I've always been most successful when I'm open about my eating struggles with those closest to me. My recent strategy of trying to fix things myself and pretending all was okay did not work, and was no doubt unconvincing for my loved ones as I slowly inflated before their very eyes.
So I've had some conversations with my nearest and dearest along the lines of, "Well, obviously I've been struggling a wee bit here. This is what I'm planning to do about it. Do you reckon you might like to buddy up on a food diary/go somewhere healthier for lunch/eat at the table instead of on the couch/etc etc etc?". Simple things, low key support, but for someone who has not wanted to acknowledge what was really going on to herself, let alone out loud to others, it was huge step forward. It had been very lonely on Planet Denial.
Planning
I'm back to the good old weekly meal planning. There's a spreadsheet for that too! Healthier meals but not boring, single spear of asparagus and a glass of air diet food. Normal, everyday food but remembering I don't need a mountain of rice and that toast doesn't have to come in pairs. This is becoming less of a drama each day now that I'm getting back to…
Mindfulness
The mindful eating tools and techniques I'd adopted last year were really helpful. I'd just stopped using them! So it's back to things like: tuning in to hunger levels before and during eating, putting my food on a plate and sitting down to eat it, exercising for enjoyment not punishment, etc etc etc.
Committment
I've got a combination of practical and mindful tactics, accountability measures and support. I'm ready to tackle this now. The black dog is back in his kennel! Unlike a year ago, addressing my eating now is not a diversion – the "designated issue" as Martha Beck calls it – because I've worked on the bigger issues.

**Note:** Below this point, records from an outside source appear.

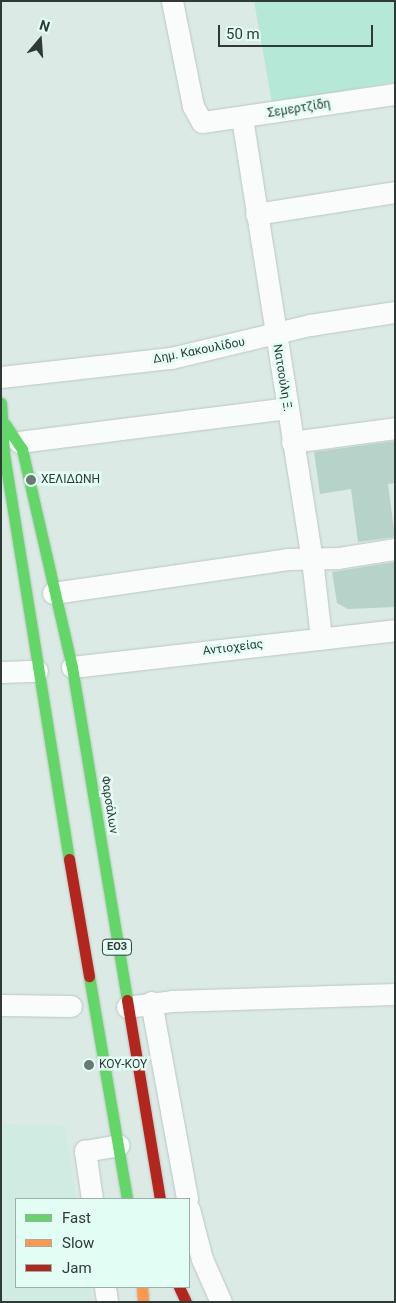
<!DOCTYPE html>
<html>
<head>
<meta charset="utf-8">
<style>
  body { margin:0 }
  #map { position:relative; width:396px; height:1303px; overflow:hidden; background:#dbeae5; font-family:Roboto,sans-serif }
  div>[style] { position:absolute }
  .built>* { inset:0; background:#d0ebe1 }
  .green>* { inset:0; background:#b6e8d7 }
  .building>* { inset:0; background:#b6d3ca }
  .roads { filter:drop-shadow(0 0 1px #bbc7c2) drop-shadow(0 0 1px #bbc7c2) }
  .street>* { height:21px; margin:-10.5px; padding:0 10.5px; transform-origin:10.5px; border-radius:10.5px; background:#fafcfb }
  .fast>* { height:11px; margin:-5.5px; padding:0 5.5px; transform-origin:5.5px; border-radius:5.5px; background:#63d668 }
  .slow>* { height:11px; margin:-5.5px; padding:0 5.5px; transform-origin:5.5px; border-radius:5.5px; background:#ff974d }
  .jam>* { height:11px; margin:-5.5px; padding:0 5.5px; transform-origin:5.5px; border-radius:5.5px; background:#b3261e }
  .dots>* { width:14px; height:14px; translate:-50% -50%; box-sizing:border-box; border:2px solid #e2fdf3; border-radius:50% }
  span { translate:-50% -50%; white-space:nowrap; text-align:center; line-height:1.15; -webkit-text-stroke:5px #e2fdf3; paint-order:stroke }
  .shield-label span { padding:1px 4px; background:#e2fdf3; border:1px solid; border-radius:4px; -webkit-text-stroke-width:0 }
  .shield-label { font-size:11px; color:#2f3a36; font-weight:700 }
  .street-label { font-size:12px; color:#2f3a36 }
  .poi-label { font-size:12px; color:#2f3a36 }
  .left { translate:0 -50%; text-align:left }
  .frame { position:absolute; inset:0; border:2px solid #2f3a36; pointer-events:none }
  .legend { position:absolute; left:15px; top:1198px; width:175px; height:90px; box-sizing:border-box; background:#e2fdf3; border:1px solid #9aafa7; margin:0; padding:6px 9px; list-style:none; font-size:15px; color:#2f3a36 }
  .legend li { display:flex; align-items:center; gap:10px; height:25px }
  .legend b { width:25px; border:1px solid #9aafa7 }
  .north { position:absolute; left:15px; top:15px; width:50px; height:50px; -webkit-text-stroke:4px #e2fdf3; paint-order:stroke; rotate:18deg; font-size:14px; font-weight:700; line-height:20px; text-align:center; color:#2f3a36 }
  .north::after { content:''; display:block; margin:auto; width:18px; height:22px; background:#2f3a36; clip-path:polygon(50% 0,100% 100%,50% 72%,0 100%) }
  .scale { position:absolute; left:218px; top:25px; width:155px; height:22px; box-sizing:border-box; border:2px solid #2f3a36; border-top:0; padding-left:6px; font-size:15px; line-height:18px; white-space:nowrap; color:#2f3a36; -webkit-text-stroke:4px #e2fdf3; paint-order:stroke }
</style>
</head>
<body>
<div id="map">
  <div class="built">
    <i style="clip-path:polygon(1px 1124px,65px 1125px,76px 1199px,16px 1199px,16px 1287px,90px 1287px,93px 1302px,1px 1302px)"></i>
  </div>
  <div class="green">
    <i style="clip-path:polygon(254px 1px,395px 1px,395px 82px,272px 103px)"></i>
  </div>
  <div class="building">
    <i style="clip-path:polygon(395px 441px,395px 483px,388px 484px,395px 537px,358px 542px,351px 489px,320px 494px,314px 452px)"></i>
    <i style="clip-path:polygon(395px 562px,395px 607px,348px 609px,337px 603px,332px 572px)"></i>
  </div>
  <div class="roads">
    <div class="street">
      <i style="left:172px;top:1px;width:107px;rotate:78.7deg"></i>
      <i style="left:193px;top:106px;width:18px;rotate:61deg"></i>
      <i style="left:202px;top:122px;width:195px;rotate:-8.3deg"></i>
      <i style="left:242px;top:118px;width:447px;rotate:81deg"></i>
      <i style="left:312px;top:559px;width:80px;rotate:83.5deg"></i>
      <i style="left:256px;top:214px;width:141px;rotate:-9deg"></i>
      <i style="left:1px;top:377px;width:171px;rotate:-6.4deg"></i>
      <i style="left:171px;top:358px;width:143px;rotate:-13.4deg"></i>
      <i style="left:310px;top:325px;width:86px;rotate:-8.7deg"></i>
      <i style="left:19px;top:442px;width:270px;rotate:-7.2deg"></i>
      <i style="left:292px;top:442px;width:104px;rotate:-7.7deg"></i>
      <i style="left:53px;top:593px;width:237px;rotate:-8.2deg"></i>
      <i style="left:288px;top:559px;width:50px;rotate:-1.1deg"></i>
      <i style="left:338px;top:558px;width:58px;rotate:-9deg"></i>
      <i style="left:72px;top:667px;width:325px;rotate:-6.5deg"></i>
      <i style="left:1px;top:672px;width:36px;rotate:-2deg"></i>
      <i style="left:151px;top:1002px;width:200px;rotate:79.6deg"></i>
      <i style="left:1px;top:1005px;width:70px;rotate:0.8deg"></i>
      <i style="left:127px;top:1007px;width:45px;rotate:-7.6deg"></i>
      <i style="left:172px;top:1001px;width:223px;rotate:-1.8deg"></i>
      <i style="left:92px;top:1199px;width:49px;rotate:-98.3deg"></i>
      <i style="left:85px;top:1151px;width:34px;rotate:-10deg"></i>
      <i style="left:189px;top:1209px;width:52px;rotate:75.4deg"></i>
      <i style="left:202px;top:1259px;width:47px;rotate:66.2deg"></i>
      <i style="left:105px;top:1287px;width:15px;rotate:82deg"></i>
    </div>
    <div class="fast">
      <i style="left:1px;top:403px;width:51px;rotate:86.6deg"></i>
      <i style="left:4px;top:454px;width:410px;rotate:80.9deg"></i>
      <i style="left:5px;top:424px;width:30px;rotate:56deg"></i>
      <i style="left:22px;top:449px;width:224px;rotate:77.1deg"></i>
      <i style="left:72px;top:667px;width:338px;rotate:80.6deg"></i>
      <i style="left:89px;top:976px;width:226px;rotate:80.3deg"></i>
    </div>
    <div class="slow">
      <i style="left:142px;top:1287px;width:15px;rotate:86deg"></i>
    </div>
    <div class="jam">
      <i style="left:69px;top:859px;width:119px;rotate:80.3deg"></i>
      <i style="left:127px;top:1000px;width:202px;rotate:80.6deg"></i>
      <i style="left:179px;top:1287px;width:17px;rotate:65deg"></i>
    </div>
  </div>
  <div class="dots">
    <i style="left:31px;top:480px;background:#6b7873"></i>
    <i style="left:89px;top:1065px;background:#6b7873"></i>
  </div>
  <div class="shield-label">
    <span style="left:117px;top:947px">ΕΟ3</span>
  </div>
  <div class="street-label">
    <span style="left:299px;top:109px;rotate:-9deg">Σεμερτζίδη</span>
    <span style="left:199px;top:351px;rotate:-11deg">Δημ. Κακουλίδου</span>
    <span style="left:282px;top:378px;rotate:81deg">Νατσούλη Ξ.</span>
    <span style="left:233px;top:648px;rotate:-7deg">Αντιοχείας</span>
    <span style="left:109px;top:805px;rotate:81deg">Φαρσάλων</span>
  </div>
  <div class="poi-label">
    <span class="left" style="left:41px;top:480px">ΧΕΛΙΔΩΝΗ</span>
    <span class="left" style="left:99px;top:1065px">ΚΟΥ-ΚΟΥ</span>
  </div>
  <div class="frame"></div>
  <ul class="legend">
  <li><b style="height:6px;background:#63d668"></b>Fast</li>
  <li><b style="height:6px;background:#ff974d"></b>Slow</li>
  <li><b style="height:6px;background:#b3261e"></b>Jam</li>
  </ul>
  <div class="north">N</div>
  <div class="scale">50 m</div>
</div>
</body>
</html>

That's enough baby steps for now, I reckon. Are you still awake?
Disclaimer: My pal Lainey is always bemused when I put disclaimers on my blog but I should show her the emails I get from folks insisting, "you're doing it wrong". So I'm disclaiming that this is the plan of action I have come up with based on what worked in the past combined with what I've learned since about my wily ways. I'm giving it a red hot go (one week down) and will reassess at the end of the month. Yee-ha!